■ Directions ■
Could you set down the lines from the first line of the entries below through the line with "Read this image", exactly and with no pictures?

■ Provided information ■
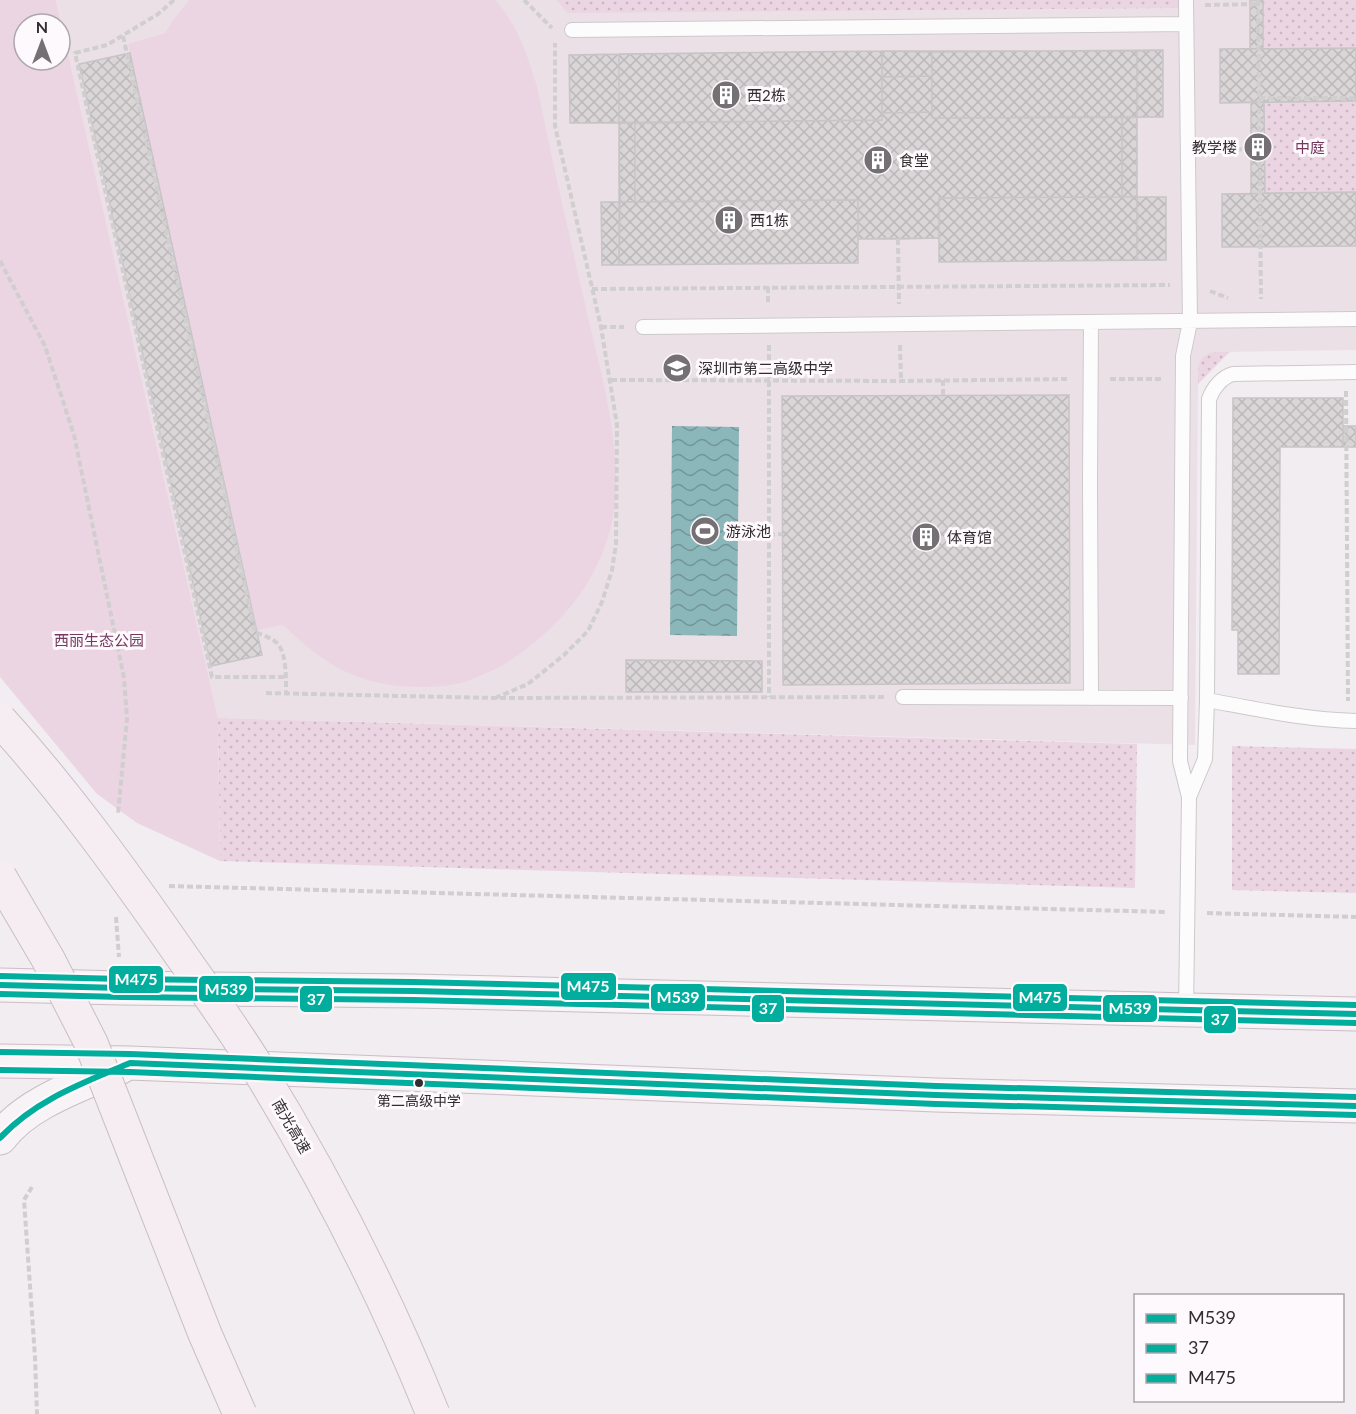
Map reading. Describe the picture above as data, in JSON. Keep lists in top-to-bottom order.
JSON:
{
  "streets": {
    "highway": ["南光高速"]
  },
  "parks": ["中庭", "西丽生态公园"],
  "places": {
    "building": [
      "西2栋",
      "教学楼",
      "食堂",
      "西1栋",
      "体育馆"
    ],
    "school or university": ["深圳市第二高级中学"],
    "sports": ["游泳池"],
    "other": ["第二高级中学"]
  },
  "lines": ["transit line M475", "transit line M539", "transit line 37"],
  "legend": ["M539", "37", "M475"],
  "north": "top"
}
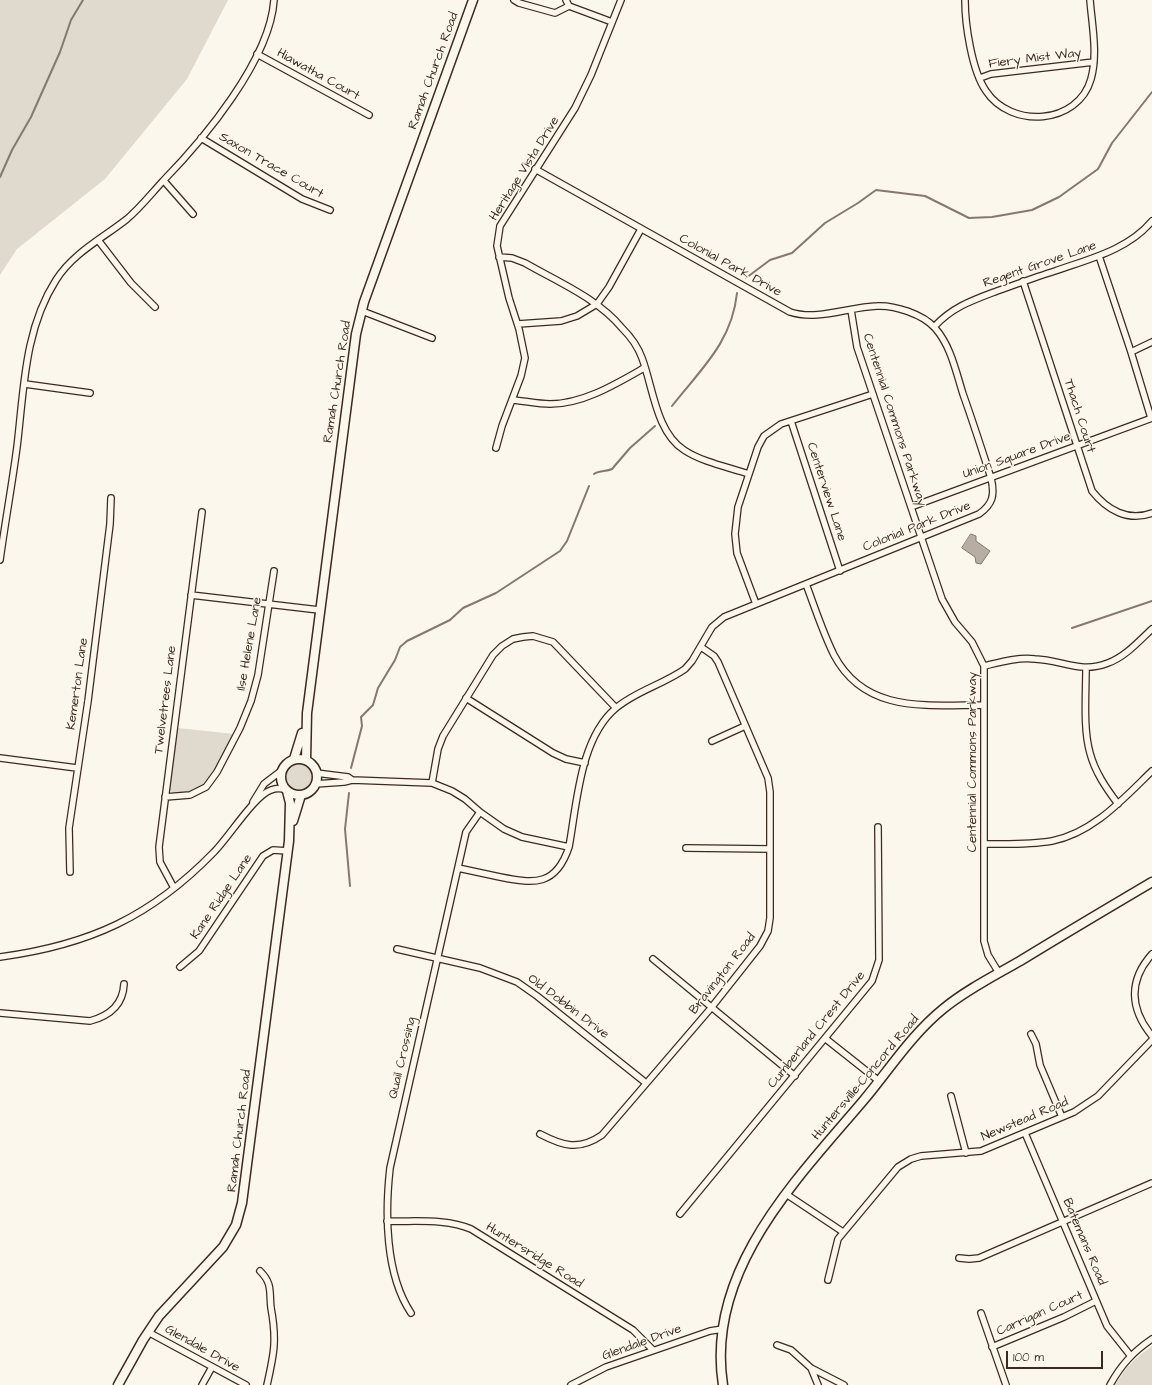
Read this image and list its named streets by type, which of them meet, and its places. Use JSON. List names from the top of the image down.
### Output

■ Task response ■
Map reading. Describe the picture above as data, in JSON. Keep lists in top-to-bottom order.
JSON:
{
  "streets": {
    "highway": ["南光高速"]
  },
  "parks": ["中庭", "西丽生态公园"],
  "places": {
    "building": [
      "西2栋",
      "教学楼",
      "食堂",
      "西1栋",
      "体育馆"
    ],
    "school or university": ["深圳市第二高级中学"],
    "sports": ["游泳池"],
    "other": ["第二高级中学"]
  },
  "lines": ["transit line M475", "transit line M539", "transit line 37"],
  "legend": ["M539", "37", "M475"],
  "north": "top"
}
Read this image and list its named streets by type, which of them meet, and its places. Use JSON. List names from the top of the image down.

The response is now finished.